This will be a drop-in terrain tile updater plugin, with a faster, more accurate and more deterministic matching algorithm than the built-in engine. This is a preview of what it can do. Any thoughts and feedback are welcome.
It works without any extra setup, using the same terrain sets and bitmask data that engine does. It has both script and plugin interfaces, but it is not intended as a full overhaul (unlike other similar plugins like Better Terrain). Its main editor function is an update button, which can be handy to avoid manually re-painting, but its greatest use case is for procedural generation via script.
It also brings back some features from Godot 3.x:
- full 256-tile corners and sides mode
- wildcard bits
- shared peering terrains (a more basic form of the _is_tile_bound())

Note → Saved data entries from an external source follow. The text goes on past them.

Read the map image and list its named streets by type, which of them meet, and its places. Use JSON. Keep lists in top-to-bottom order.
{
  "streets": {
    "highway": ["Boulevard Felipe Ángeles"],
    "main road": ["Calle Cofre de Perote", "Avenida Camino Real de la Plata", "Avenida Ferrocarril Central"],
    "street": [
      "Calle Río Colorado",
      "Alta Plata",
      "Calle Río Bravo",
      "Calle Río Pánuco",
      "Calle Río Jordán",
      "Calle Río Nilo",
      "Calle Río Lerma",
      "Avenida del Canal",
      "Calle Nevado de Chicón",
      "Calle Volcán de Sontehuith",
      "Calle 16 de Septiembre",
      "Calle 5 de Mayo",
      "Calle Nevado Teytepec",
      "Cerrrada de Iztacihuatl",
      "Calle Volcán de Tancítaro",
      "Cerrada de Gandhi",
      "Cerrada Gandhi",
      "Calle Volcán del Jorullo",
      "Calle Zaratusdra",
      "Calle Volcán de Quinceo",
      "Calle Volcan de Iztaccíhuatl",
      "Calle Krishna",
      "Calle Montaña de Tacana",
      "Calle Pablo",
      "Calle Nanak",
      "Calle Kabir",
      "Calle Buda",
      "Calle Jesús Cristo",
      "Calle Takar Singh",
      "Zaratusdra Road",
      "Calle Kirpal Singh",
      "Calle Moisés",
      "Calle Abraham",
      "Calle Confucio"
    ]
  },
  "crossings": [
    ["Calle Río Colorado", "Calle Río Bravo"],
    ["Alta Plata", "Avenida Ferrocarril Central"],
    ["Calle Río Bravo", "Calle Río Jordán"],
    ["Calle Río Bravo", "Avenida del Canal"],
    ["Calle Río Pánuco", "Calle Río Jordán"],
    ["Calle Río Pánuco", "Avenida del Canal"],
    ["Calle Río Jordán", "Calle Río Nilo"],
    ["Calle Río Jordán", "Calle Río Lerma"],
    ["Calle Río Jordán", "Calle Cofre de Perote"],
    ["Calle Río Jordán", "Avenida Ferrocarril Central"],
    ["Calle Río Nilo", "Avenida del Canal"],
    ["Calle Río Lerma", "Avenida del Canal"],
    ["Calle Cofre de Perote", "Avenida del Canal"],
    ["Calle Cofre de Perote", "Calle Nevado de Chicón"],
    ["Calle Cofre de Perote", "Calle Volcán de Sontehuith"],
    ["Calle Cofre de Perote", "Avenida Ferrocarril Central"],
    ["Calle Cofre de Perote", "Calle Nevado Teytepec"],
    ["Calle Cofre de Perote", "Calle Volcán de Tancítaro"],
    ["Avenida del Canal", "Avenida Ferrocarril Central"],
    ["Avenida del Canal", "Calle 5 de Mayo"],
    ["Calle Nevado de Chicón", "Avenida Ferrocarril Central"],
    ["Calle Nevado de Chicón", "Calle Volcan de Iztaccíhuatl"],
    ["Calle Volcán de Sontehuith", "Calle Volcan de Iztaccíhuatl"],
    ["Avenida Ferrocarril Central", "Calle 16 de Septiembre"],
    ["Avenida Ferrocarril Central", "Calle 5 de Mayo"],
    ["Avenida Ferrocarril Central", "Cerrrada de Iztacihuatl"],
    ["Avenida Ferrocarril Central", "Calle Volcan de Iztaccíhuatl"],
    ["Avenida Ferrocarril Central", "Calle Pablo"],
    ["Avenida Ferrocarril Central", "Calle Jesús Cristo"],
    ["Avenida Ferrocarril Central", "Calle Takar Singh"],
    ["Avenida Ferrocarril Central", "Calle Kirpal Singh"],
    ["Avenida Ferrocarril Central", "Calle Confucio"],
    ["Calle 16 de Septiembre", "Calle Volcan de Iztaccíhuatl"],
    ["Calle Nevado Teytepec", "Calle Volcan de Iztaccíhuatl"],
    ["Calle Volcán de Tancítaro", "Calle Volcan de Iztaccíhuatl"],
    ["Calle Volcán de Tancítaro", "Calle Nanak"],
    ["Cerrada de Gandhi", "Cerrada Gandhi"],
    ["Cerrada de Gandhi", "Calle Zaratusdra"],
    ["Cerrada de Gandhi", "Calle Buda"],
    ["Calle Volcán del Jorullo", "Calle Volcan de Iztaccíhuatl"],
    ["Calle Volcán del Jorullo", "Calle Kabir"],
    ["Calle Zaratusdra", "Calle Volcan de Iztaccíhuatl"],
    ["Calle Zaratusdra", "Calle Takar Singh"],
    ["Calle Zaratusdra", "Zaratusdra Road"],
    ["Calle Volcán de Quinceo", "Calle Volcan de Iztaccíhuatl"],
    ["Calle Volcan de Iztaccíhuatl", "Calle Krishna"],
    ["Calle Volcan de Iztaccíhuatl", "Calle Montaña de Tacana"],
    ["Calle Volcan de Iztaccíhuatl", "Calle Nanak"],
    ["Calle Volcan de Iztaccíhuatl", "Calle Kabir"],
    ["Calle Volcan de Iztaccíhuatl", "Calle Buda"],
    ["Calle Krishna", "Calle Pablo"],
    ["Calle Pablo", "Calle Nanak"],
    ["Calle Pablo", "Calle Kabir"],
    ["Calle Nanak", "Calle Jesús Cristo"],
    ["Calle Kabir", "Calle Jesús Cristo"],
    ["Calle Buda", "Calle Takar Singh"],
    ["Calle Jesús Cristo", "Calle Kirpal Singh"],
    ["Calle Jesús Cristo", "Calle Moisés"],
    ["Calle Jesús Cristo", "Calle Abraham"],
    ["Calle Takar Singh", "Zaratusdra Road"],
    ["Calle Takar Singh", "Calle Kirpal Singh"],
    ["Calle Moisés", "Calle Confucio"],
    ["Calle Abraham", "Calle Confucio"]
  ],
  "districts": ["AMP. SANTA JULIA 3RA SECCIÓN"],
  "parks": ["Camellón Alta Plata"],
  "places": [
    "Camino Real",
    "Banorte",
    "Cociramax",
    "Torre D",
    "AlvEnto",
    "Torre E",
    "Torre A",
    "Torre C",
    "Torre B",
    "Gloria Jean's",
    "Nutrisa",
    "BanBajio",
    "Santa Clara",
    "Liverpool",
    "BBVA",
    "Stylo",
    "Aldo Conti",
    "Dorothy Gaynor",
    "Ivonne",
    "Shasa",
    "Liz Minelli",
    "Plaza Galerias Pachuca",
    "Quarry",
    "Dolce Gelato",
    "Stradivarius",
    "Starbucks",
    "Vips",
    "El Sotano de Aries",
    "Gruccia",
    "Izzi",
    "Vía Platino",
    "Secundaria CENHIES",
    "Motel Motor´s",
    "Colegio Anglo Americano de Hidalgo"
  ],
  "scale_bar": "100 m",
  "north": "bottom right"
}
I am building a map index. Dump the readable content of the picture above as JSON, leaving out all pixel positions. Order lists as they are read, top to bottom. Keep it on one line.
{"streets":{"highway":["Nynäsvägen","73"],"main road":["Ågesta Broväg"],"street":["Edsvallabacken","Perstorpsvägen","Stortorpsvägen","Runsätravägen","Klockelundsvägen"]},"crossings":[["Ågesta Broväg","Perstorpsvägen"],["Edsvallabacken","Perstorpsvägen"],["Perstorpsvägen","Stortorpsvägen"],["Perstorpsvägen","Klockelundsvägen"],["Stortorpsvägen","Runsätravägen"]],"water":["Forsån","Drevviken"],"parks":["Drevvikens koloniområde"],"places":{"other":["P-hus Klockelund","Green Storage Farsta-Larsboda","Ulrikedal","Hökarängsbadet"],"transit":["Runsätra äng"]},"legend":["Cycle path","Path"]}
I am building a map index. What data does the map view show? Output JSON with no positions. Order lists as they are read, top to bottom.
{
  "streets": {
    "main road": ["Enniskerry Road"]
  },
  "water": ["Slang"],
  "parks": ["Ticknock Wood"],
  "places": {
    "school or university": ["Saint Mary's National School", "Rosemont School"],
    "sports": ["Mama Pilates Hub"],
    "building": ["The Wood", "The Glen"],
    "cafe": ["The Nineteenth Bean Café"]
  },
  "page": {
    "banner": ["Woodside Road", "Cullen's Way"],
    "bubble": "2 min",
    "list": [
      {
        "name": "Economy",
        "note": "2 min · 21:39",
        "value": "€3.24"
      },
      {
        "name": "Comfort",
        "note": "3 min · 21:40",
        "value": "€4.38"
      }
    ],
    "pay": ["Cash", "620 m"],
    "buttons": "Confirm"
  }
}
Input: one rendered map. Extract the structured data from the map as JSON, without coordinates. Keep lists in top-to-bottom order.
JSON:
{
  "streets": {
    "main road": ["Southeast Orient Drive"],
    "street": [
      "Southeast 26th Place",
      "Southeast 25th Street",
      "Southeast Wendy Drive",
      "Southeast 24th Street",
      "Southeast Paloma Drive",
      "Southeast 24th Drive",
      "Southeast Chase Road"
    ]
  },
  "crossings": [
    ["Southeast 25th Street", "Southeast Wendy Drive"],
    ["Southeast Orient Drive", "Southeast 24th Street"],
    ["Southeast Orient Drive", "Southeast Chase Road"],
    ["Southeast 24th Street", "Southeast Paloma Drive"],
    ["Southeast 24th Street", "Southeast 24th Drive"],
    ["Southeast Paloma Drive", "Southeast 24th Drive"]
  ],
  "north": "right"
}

- ability to update tiles and fix errors after the fact
This was created as a proof-of-concept and I am hoping it may help guide future directions for the engine's algorithm. I really liked the new terrain system (even creating a plugin, TileBitTools, for it) and was disappointed to discover that the matching algorithm wouldn't be sufficiently accurate for my needs. Rather than give up on Godot 4's terrain system, I began tinkering my own matching algorithm. There are many approaches to creating a solver like this, and I hope this example will at least show that a back-end capable of high-quality matching is possible without breaking compatibility or compromising speed.
It is not quite ready for a testing release yet (it needs UI work, clean-up and optimization). But the current results have been very promising, so I wanted to share a few examples.